───── MATERIAL PROVIDED
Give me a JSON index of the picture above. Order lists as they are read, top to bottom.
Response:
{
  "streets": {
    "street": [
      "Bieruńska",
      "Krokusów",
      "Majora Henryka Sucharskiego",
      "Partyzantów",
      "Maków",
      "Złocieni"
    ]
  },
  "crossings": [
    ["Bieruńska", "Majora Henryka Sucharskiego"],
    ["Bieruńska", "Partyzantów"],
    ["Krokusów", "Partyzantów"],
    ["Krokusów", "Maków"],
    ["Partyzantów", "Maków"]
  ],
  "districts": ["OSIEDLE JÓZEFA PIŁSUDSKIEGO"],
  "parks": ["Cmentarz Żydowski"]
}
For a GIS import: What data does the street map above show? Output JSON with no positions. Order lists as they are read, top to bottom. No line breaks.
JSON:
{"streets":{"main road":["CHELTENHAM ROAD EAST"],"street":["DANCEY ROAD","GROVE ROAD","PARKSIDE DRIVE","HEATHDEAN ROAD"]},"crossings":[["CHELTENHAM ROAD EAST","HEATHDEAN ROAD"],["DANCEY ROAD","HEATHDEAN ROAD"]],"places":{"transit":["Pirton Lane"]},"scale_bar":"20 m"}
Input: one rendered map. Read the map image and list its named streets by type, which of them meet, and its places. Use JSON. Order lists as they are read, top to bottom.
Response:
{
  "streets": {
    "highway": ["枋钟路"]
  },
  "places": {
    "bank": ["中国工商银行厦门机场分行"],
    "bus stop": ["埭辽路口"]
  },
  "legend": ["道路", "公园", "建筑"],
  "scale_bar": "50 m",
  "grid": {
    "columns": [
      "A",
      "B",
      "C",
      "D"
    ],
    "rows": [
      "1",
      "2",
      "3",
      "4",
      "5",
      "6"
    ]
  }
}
──────────
__PROMPT__:
Would you report every line of the entries above containing the word "bottom"?

__RESULT__:
Give me a JSON index of the picture above. Order lists as they are read, top to bottom.
For a GIS import: What data does the street map above show? Output JSON with no positions. Order lists as they are read, top to bottom. No line breaks.
Input: one rendered map. Read the map image and list its named streets by type, which of them meet, and its places. Use JSON. Order lists as they are read, top to bottom.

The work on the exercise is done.